Your home will be used as collateral for the refinance since this loan replaces your existing mortgage. If you ever find that you can’t make your monthly loan payments, your lender could decide to foreclose on your property. Make sure that you actually need the money before apply for this type of loan.

Different Terms

It’s possible that your cash-out loan could come with new terms that involve different fees and interest rates. Make sure that you understand what these terms are before sending in your application.

Closing Costs

The main downside of applying for a cash-out refinance is that you’ll need to pay closing costs that are similar to the ones you paid for your initial mortgage. These costs usually amount to 2-5% of your new mortgage. If the mortgage is valued at $180,000, your closing costs could range from $3,600-$9,000.

Succumbing to Bad Habits

If you want to obtain a cash-out refinance to get rid of your credit card debt, it’s important to understand that you’re only swapping one debt for another. Credit card debt is also considered to be unsecured, which means that you won’t lose your car or home if you don’t make these payments.

If you’ve built up a high amount of credit card debt over the years, this could be caused by poor spending habits. If you want to keep your debt low in the future, it’s highly recommended that you focus on correcting these bad habits.

Alternatives to Cash-out Refinancing

There are several alternatives to cash-out refinancing that you might want to consider. Even though this type of loan is beneficial in many ways, there are some issues that you should take into account, the primary of which include higher closing costs and a higher loan amount that will eventually need to be repaid.

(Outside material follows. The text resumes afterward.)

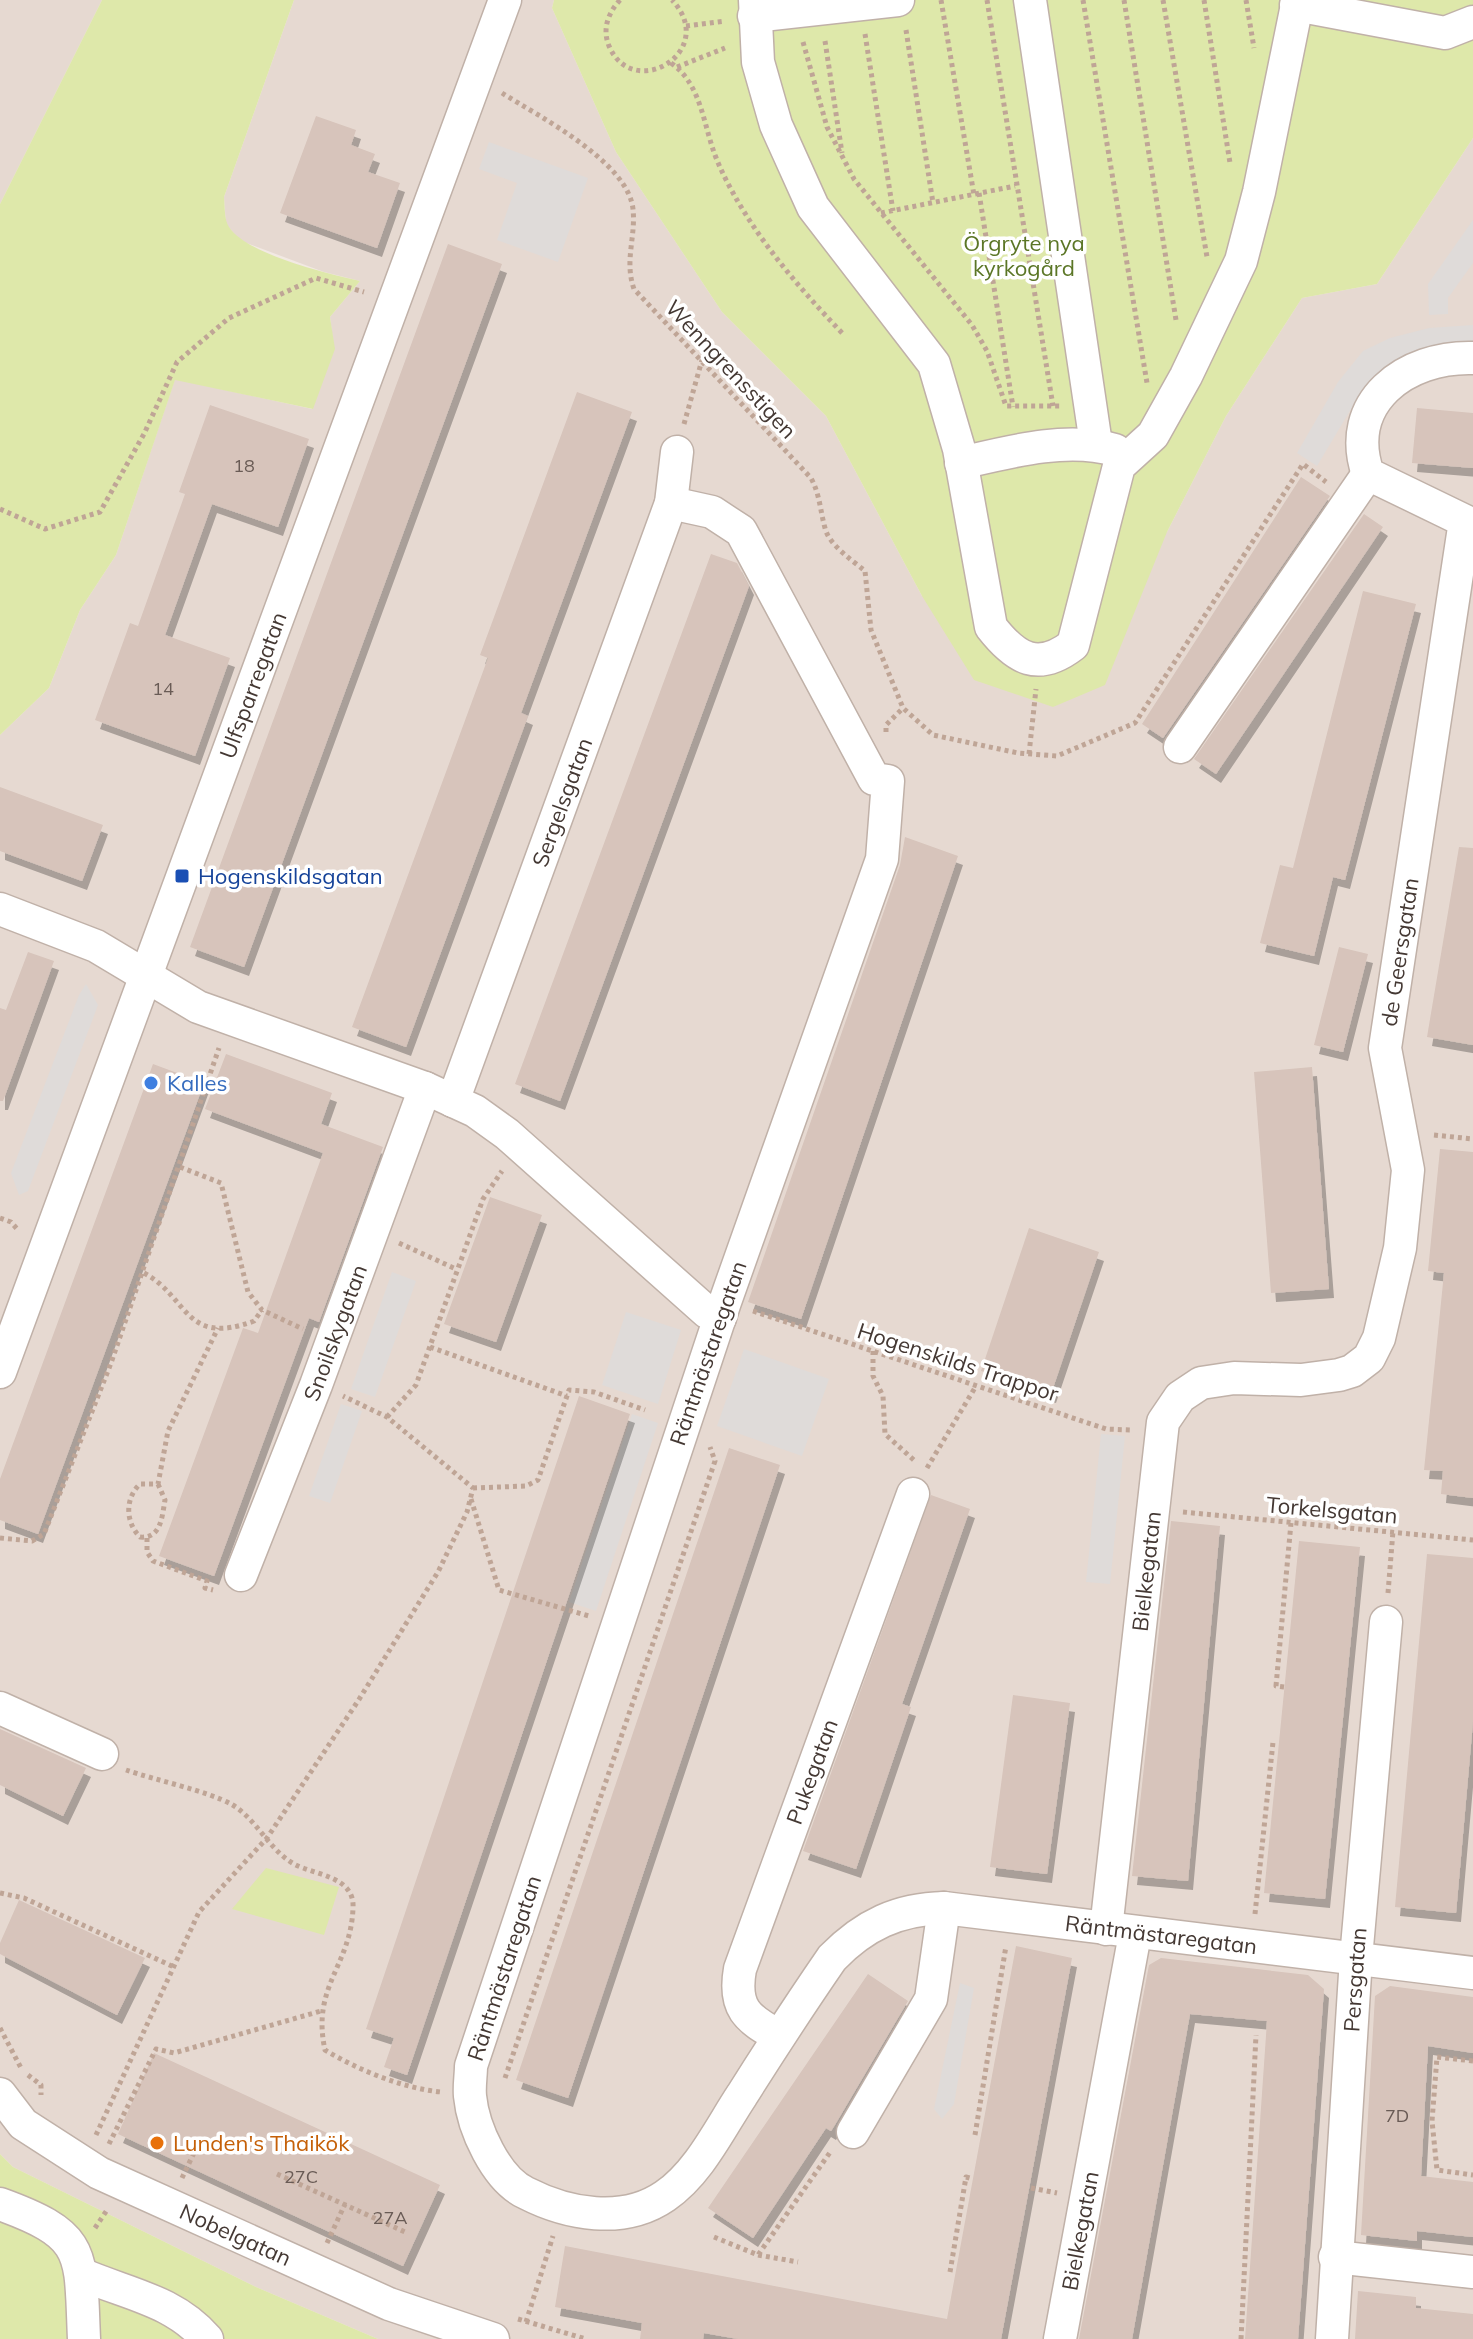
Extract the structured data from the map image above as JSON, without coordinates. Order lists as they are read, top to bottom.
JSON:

alternatives to cash-out refinance

Personal Loans

Personal loans allow you to borrow a set amount of money that can be paid off in a fixed term. Since the interest rate for this loan is usually fixed, your monthly payment should be largely unchanged until the loan has been fully repaid. The majority of these loans are also unsecured, which means that offering collateral is unnecessary.

Home Equity Line of Credit (HELOC)

A home equity line of credit allows you to borrow anywhere from 60-85% of your home value minus the amount you still owe on your mortgage. This line of credit is revolving and comes with variable interest rates. HELOCs are typically secured by your home equity. Once you’ve been approved for a HELOC, you can access the credit whenever you want and and can use it to pay for any expense.

You’ll only need to make payments on this loan when you end up borrowing against the line of credit. After a period of around 10 years, you’ll be tasked with repaying the loan. If a balance remains, it will be converted into a type of installment loan that’s paid back over a specific period of time.

Refinancing Your First Mortgage

If you decide to refinance your initial mortgage, you can choose to pay off your old loan and eventually replace it with an entirely new one. When refinancing your initial mortgage, the new loan will be for the exact same amount that you still owe. The main goal of this loan type is to help you obtain a much lower interest rate, which will reduce the monthly payments you owe. You can also use a refinance to switch the loan term from 30 years to a 15-year term.

The money you gain from a cash-out refinance isn’t viewed by the IRS as income, which means that additional taxes won’t be owed. If you use the money for home renovations, you can even gain access to certain tax benefits and deductions. Before you apply for a cash-out refinance, make sure that you qualify.